*** Block opens ***
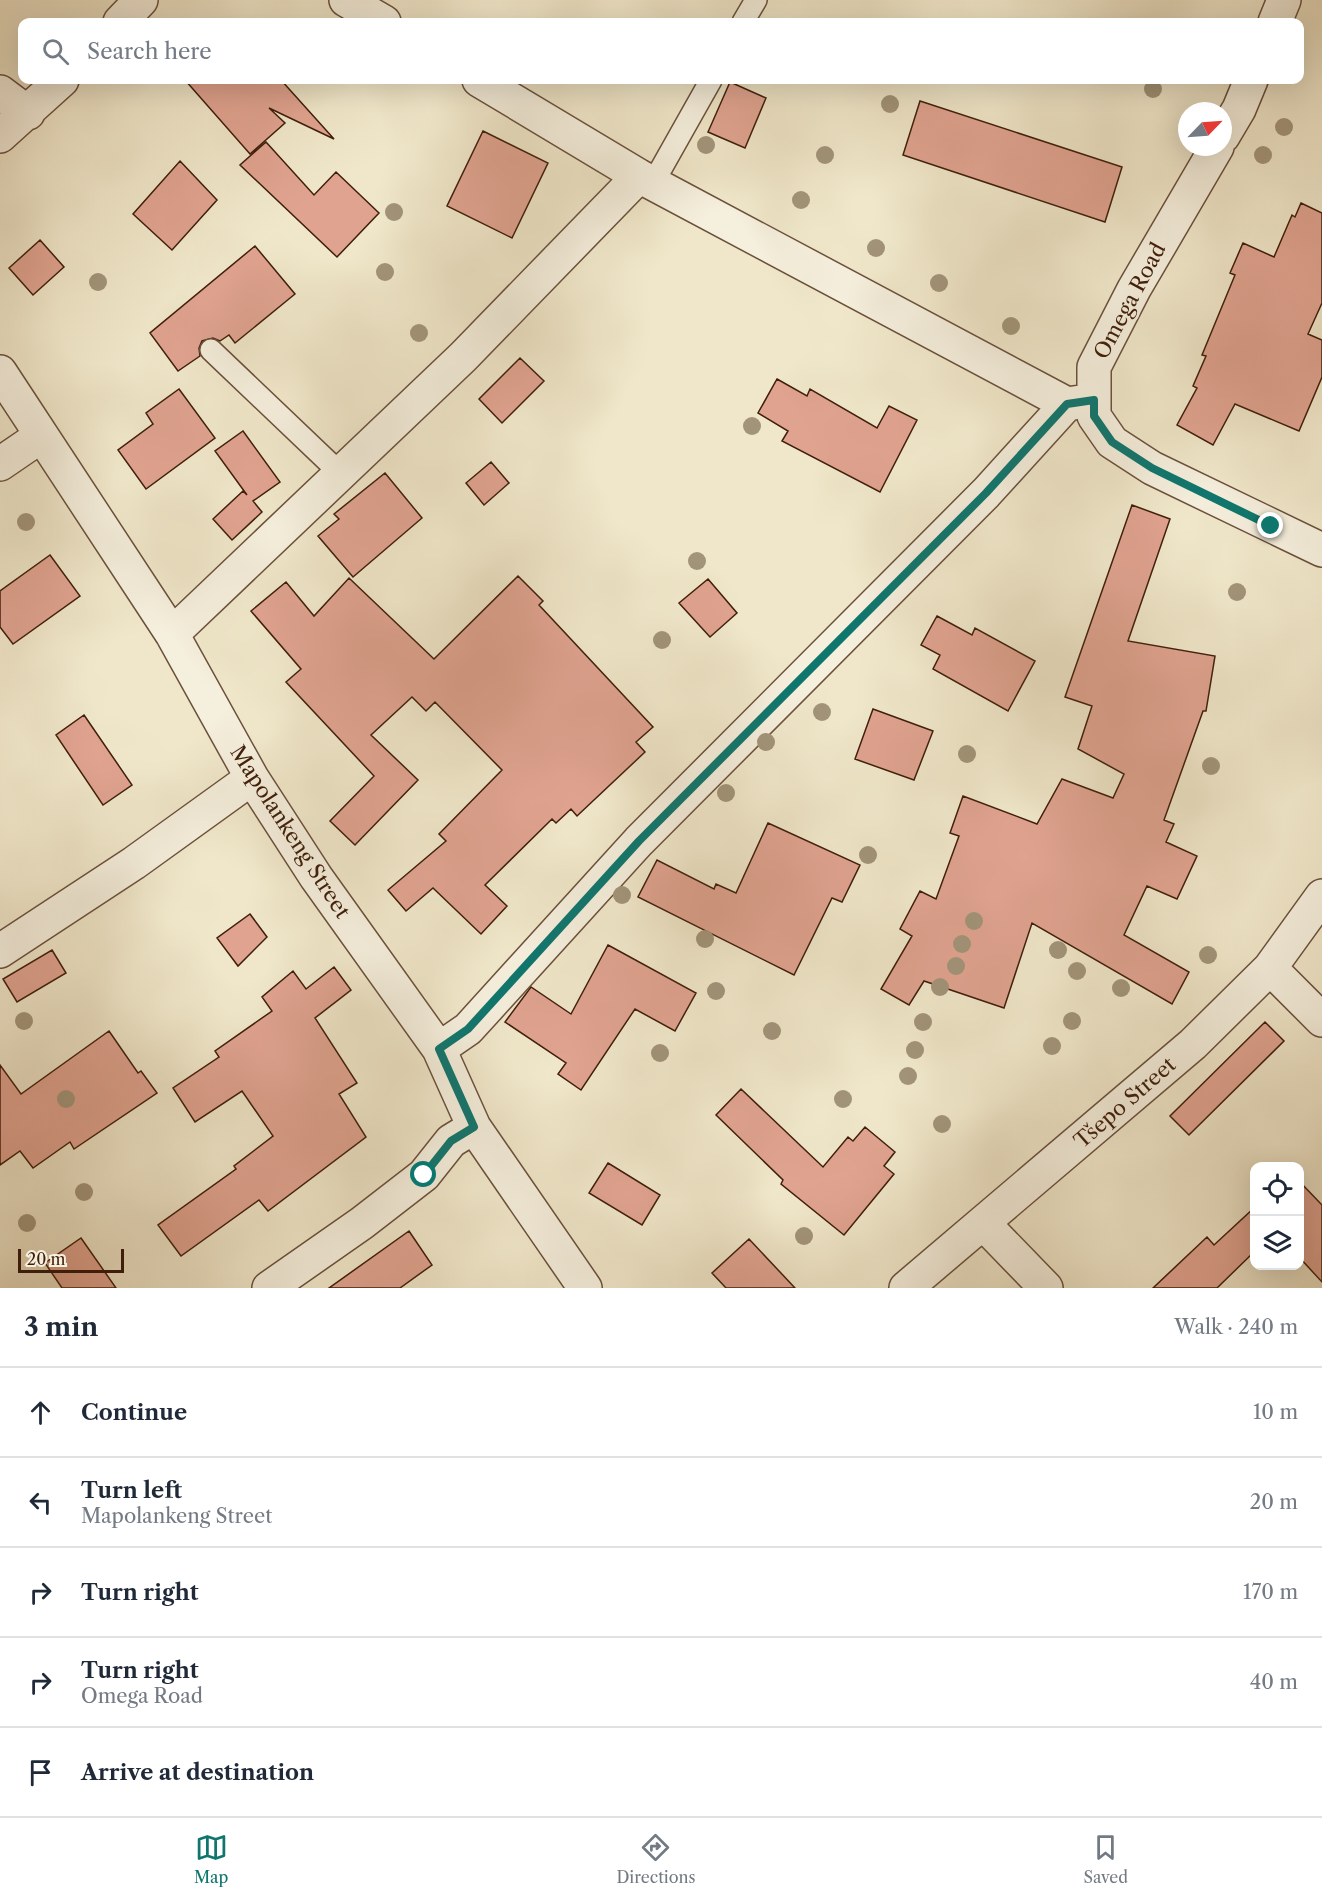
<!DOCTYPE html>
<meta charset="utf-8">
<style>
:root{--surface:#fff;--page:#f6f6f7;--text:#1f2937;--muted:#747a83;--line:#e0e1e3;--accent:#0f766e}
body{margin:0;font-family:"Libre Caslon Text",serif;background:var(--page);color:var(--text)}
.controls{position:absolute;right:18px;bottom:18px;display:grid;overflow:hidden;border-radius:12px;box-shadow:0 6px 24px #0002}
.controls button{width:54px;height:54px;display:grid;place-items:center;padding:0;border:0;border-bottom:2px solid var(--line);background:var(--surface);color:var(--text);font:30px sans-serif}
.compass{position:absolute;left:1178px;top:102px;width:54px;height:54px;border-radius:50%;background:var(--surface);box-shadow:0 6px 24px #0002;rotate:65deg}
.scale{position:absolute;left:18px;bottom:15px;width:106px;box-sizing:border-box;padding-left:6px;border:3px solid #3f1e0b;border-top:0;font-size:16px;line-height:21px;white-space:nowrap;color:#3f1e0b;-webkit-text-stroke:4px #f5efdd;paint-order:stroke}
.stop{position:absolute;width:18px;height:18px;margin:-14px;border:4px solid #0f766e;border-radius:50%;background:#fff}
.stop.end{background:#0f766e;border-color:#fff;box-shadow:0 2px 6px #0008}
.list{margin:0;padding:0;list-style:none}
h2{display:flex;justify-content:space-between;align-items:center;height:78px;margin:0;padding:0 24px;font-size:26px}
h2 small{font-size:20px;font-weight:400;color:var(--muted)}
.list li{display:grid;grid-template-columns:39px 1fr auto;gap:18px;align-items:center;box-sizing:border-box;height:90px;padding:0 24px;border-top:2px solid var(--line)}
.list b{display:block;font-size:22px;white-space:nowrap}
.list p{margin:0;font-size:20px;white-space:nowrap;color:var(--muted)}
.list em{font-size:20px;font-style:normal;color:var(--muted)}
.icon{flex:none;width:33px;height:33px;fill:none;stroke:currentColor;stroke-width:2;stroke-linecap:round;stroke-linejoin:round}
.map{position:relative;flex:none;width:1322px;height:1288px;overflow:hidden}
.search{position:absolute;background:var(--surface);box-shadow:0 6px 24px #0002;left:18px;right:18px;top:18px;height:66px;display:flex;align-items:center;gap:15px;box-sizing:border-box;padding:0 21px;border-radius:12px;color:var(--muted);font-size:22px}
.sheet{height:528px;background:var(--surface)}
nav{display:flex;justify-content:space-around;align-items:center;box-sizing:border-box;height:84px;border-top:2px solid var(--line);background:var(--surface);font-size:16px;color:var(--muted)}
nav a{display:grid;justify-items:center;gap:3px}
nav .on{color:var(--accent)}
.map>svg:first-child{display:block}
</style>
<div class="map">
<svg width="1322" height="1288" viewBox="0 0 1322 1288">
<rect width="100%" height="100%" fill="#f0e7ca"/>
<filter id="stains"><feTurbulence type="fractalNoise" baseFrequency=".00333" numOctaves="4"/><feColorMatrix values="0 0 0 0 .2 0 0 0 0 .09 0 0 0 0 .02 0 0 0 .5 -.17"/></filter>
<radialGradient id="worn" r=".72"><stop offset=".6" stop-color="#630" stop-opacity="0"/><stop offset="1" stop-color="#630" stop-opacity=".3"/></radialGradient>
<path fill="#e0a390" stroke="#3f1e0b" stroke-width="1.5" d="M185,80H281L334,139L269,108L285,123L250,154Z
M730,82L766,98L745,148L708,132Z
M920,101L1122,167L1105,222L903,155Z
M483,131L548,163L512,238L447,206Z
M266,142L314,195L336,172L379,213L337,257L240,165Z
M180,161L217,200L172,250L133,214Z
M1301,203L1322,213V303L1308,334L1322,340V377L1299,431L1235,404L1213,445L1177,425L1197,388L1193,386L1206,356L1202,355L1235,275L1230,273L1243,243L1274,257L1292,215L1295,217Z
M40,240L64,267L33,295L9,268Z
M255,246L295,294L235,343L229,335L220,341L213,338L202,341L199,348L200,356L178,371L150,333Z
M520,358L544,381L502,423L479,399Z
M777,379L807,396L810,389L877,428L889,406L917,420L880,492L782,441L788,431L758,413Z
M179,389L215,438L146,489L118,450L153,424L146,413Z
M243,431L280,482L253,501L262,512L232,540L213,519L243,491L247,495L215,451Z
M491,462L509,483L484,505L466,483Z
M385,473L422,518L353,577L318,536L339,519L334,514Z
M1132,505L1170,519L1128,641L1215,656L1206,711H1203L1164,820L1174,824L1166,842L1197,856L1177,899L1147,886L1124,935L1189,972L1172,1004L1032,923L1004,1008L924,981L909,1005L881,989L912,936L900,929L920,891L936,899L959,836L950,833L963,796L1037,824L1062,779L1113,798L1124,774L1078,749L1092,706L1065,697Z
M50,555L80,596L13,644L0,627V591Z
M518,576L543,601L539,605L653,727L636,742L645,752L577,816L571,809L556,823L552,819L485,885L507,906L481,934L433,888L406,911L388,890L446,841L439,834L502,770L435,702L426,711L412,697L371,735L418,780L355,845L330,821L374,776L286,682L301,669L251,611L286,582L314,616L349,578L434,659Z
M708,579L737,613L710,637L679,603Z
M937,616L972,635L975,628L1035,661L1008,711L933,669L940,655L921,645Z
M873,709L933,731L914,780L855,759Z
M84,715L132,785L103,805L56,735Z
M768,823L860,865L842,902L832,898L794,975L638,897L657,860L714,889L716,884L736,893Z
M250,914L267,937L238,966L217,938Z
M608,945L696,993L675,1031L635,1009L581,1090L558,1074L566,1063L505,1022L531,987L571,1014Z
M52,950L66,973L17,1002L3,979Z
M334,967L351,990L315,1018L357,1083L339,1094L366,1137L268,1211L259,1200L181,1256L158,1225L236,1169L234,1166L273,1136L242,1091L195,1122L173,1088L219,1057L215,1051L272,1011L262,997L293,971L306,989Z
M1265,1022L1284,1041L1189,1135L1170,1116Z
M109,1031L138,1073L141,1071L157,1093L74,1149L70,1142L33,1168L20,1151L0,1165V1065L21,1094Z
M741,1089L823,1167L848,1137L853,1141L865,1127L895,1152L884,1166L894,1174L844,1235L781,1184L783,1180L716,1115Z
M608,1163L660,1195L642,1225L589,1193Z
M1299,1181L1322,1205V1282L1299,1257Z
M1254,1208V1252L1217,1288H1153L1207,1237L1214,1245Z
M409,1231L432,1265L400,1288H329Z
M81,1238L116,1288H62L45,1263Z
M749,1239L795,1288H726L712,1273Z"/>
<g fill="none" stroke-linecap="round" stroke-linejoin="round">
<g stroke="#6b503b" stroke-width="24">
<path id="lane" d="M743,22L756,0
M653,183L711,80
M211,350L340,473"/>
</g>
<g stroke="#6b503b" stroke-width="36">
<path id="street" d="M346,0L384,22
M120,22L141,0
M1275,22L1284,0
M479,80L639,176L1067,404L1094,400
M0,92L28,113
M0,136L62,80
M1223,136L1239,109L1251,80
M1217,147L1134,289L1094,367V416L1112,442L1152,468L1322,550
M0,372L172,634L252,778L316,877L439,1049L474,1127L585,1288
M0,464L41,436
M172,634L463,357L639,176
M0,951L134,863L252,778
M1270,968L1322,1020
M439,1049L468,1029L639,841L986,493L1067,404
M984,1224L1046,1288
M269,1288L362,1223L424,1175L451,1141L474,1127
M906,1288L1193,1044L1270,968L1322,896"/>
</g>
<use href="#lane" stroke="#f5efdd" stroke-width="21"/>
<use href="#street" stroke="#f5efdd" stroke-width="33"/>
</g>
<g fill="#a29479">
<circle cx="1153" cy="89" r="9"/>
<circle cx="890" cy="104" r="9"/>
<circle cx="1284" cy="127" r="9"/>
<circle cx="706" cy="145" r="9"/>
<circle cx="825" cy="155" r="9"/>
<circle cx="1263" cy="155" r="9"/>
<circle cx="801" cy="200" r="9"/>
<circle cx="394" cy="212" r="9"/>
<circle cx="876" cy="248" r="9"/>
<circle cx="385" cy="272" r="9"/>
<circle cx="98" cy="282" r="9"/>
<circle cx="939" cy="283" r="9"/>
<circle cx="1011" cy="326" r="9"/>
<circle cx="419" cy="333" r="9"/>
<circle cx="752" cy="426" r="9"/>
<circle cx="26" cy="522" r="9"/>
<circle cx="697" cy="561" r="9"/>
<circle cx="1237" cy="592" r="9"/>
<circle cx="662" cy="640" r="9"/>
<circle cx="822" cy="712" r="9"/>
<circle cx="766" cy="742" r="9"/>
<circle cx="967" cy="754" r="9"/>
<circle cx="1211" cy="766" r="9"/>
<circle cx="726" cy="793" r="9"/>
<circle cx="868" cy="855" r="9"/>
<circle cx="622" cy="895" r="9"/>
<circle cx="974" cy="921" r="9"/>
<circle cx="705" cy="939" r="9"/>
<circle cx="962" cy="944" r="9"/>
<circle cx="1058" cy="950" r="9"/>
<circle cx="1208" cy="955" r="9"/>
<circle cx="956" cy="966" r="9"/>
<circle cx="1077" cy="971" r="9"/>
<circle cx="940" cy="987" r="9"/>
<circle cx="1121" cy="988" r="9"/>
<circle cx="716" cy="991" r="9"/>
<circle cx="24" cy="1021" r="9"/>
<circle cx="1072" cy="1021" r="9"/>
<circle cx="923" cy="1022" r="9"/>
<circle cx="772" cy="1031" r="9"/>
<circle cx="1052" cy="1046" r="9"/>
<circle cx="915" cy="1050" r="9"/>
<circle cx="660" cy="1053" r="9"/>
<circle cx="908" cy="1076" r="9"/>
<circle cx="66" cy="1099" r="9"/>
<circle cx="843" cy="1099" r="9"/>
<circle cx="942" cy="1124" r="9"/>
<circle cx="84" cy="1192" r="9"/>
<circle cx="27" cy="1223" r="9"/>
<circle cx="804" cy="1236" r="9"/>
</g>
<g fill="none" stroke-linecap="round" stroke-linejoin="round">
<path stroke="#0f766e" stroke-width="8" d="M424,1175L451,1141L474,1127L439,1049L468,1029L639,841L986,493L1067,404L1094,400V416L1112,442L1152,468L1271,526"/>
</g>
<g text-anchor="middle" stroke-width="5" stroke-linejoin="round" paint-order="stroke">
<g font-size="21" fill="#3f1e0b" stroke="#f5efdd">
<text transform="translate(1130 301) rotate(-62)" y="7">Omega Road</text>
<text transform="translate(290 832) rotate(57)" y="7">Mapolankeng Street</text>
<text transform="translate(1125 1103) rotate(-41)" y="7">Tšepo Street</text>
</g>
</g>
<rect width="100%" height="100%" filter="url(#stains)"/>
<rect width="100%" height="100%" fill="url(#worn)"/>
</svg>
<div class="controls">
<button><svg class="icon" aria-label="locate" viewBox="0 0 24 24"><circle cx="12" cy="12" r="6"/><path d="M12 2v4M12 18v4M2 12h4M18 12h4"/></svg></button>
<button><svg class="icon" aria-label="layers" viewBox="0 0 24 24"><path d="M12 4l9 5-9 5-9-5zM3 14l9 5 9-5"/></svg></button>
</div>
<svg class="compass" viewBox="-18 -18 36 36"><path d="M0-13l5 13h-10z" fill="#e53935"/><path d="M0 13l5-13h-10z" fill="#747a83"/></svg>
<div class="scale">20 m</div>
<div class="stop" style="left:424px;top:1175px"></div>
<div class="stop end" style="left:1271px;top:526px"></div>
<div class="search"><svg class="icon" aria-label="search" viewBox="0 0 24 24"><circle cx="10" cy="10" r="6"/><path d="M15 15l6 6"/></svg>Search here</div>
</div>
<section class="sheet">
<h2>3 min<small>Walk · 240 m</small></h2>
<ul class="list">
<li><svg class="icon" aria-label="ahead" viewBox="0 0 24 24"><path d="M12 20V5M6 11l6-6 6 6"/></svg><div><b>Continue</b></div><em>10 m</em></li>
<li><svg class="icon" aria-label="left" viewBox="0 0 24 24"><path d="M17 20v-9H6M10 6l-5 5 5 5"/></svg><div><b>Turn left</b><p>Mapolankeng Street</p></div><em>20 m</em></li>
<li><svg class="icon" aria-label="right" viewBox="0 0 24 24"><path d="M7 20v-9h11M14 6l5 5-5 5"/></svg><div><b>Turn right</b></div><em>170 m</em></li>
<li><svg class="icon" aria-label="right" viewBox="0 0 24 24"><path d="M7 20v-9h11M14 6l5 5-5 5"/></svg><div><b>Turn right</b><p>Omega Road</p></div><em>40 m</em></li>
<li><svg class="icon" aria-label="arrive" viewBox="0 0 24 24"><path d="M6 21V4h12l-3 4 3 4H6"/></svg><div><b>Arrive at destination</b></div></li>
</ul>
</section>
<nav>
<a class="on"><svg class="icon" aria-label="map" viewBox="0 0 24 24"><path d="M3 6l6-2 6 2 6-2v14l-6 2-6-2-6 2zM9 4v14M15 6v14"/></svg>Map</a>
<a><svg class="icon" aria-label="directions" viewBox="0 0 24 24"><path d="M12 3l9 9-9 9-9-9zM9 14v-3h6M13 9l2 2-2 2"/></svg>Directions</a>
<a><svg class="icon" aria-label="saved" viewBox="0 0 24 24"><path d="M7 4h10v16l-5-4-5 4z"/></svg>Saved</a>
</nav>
*** Block closes ***
If a line in the material above contains "worn", show that line.

<radialGradient id="worn" r=".72"><stop offset=".6" stop-color="#630" stop-opacity="0"/><stop offset="1" stop-color="#630" stop-opacity=".3"/></radialGradient>
<rect width="100%" height="100%" fill="url(#worn)"/>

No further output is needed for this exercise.